Lukas De Ryck
master beeldende kunsten - vrije kunsten
‘’Maandag loopt een dronkenman over de weg en verliest vier munten een paar voeten en een hoofd. Woensdag vindt een dame op de weg vier munten die een beetje verroest zijn door de regen van dinsdag. Vrijdag ontdekt een wandelaar die zijn honden uitliet een hoofd in de gracht van de weg. Zondag ochtend vindt een koppel een paar voeten rondslingeren in de trappenhal.’’ De aartsketter wilde uit deze geschiedenis de werkelijkheid –id est continuïteit- van de vier munten een kop en een paar voeten afleiden. Het is absurd (stelde hij) van de veronderstelling uit te gaan dat kop niet heeft bestaan tussen maandag en vrijdag, de voeten niet tussen maandag en zondag ochtend. Het is logisch te denken dat ze – al is het op een geheime wijze die het menselijk begrip te boven gaat- op alle momenten binnen de drie tijdsbestekken hebben bestaan.
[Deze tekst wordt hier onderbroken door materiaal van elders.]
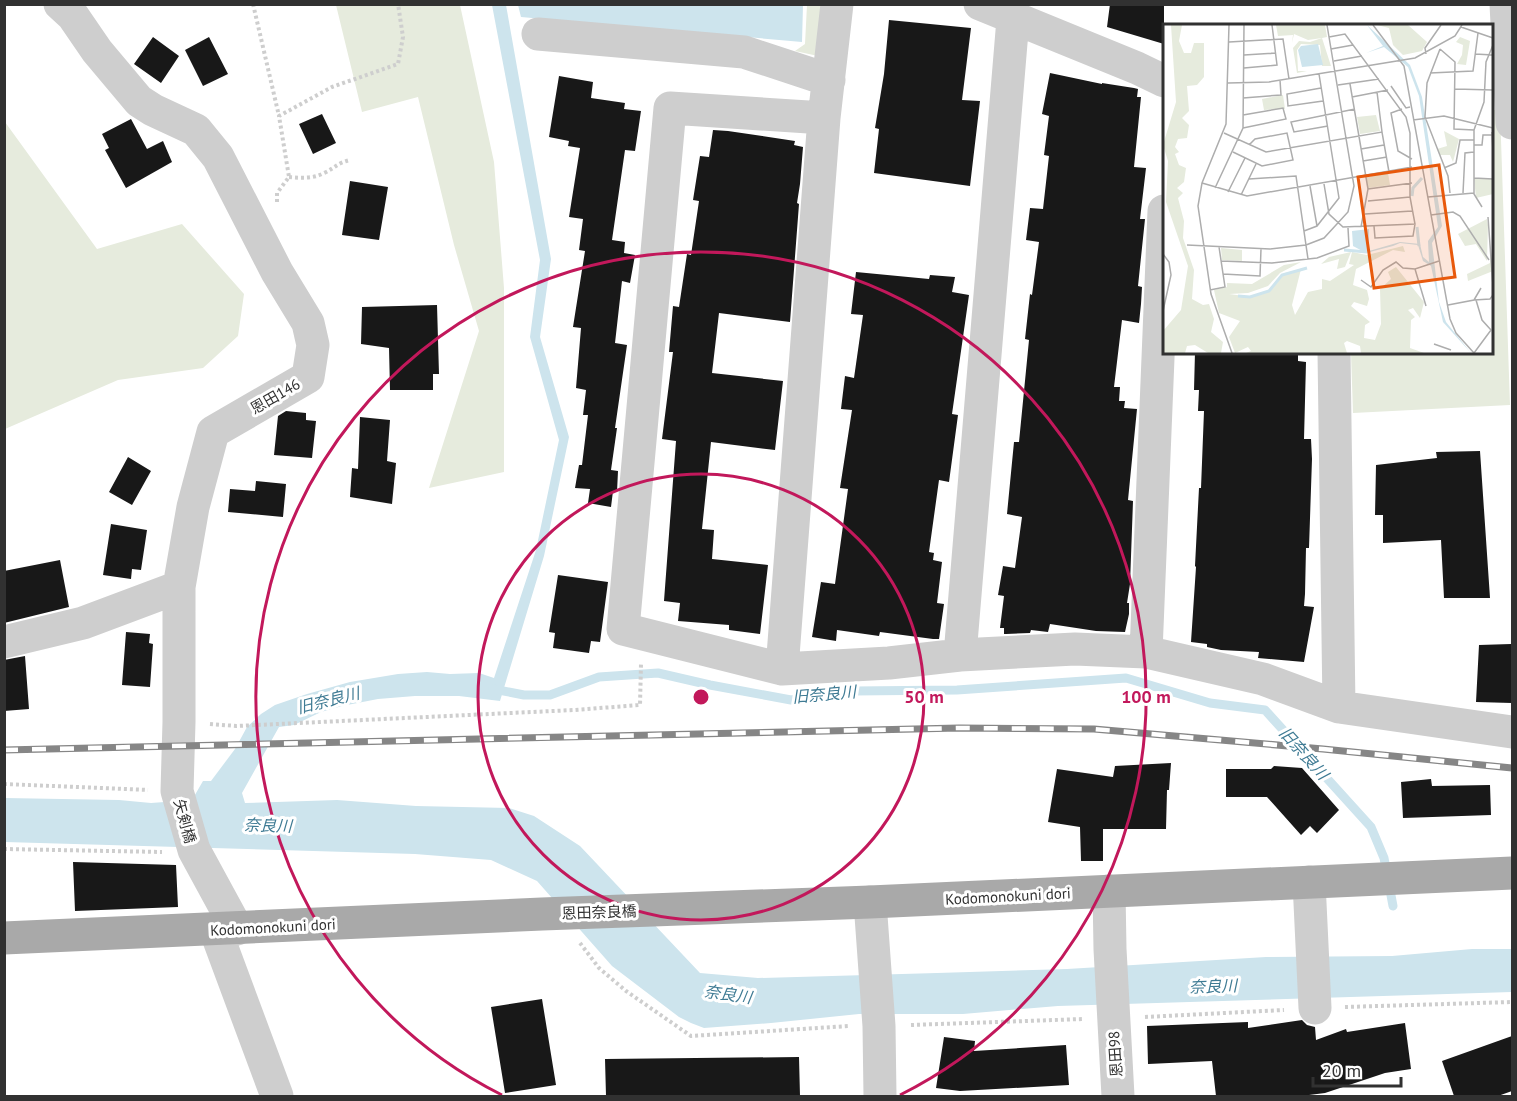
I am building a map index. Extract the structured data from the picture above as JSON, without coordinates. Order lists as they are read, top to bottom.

Naar J.L Borges ‘ Tlön, Uqbar, Orbis Tertius’
On Monday, a drunk crosses the road and loses four coins, two feet and a head. On Wednesday, a lady finds in the road four coins that are slightly tarnished by Tuesday’s rain. On Friday, a passer-by walking his dogs discovers a head in a ditch along the road. On Sunday morning, a couple finds two feet lingering in the passageway.
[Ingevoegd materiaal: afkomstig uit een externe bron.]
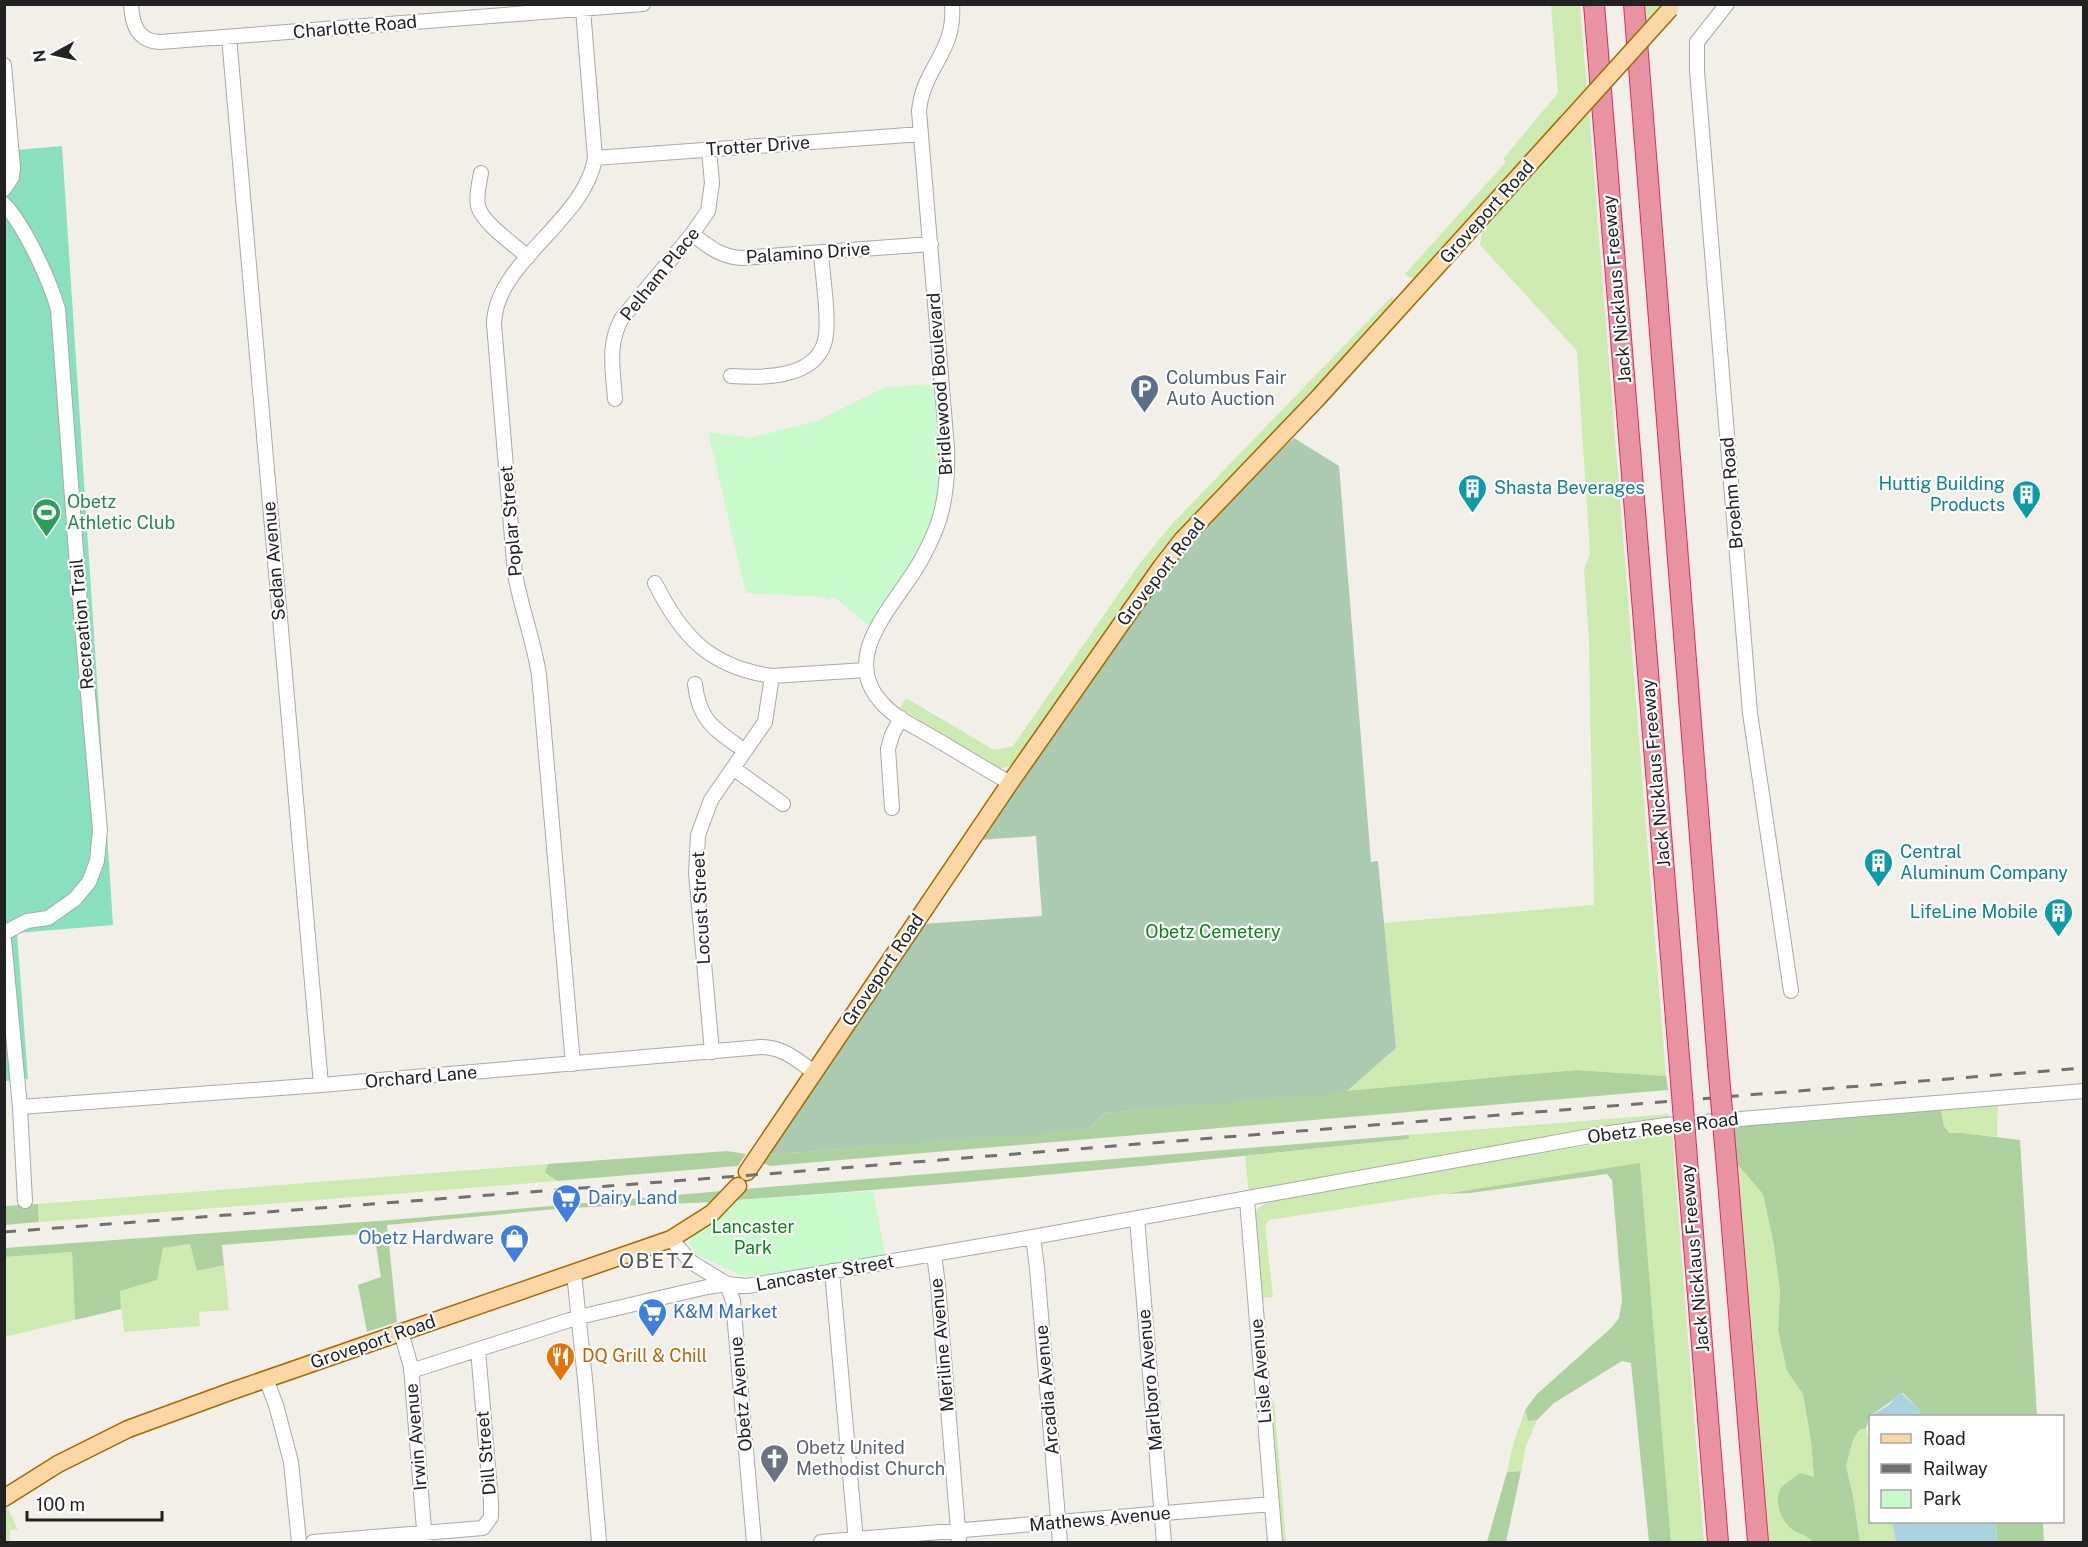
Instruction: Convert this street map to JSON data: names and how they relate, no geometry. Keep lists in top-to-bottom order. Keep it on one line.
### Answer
{"streets":{"highway":["Jack Nicklaus Freeway"],"main road":["Groveport Road"],"street":["Charlotte Road","Trotter Drive","Palamino Drive","Pelham Place","Bridlewood Boulevard","Broehm Road","Poplar Street","Sedan Avenue","Recreation Trail","Locust Street","Orchard Lane","Obetz Reese Road","Lancaster Street","Meriline Avenue","Lisle Avenue","Marlboro Avenue","Arcadia Avenue","Obetz Avenue","Irwin Avenue","Dill Street","Mathews Avenue"]},"crossings":[["Charlotte Road","Poplar Street"],["Charlotte Road","Sedan Avenue"],["Trotter Drive","Pelham Place"],["Trotter Drive","Bridlewood Boulevard"],["Trotter Drive","Poplar Street"],["Groveport Road","Orchard Lane"],["Groveport Road","Irwin Avenue"],["Palamino Drive","Pelham Place"],["Palamino Drive","Bridlewood Boulevard"],["Poplar Street","Orchard Lane"],["Sedan Avenue","Orchard Lane"],["Locust Street","Orchard Lane"],["Obetz Reese Road","Lancaster Street"],["Obetz Reese Road","Lisle Avenue"],["Lancaster Street","Meriline Avenue"],["Lancaster Street","Lisle Avenue"],["Lancaster Street","Marlboro Avenue"],["Lancaster Street","Arcadia Avenue"],["Lancaster Street","Obetz Avenue"],["Lancaster Street","Irwin Avenue"],["Lancaster Street","Dill Street"],["Meriline Avenue","Mathews Avenue"],["Lisle Avenue","Mathews Avenue"],["Marlboro Avenue","Mathews Avenue"],["Arcadia Avenue","Mathews Avenue"],["Irwin Avenue","Dill Street"]],"districts":["OBETZ"],"parks":["Obetz Cemetery","Lancaster Park"],"places":{"parking":["Columbus Fair Auto Auction"],"building":["Shasta Beverages","Huttig Building Products","Central Aluminum Company","LifeLine Mobile"],"sports":["Obetz Athletic Club"],"supermarket":["Dairy Land","K&M Market"],"shop":["Obetz Hardware"],"restaurant":["DQ Grill & Chill"],"church":["Obetz United Methodist Church"]},"legend":["Road","Railway","Park"],"scale_bar":"100 m","north":"left"}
The heresiarch tried to deduce from this story the truth – that is, the continuity – of the four coins, two fee tand a head. ‘It is absurd’, he claimed, ’to imagine that the head did not exist between Monday and Friday, the feet between the Monday and Sunday morning. It is logical to assume that all these existed – if only in some secret way whose understanding is hidden from men – during each moment of these three periods of time.’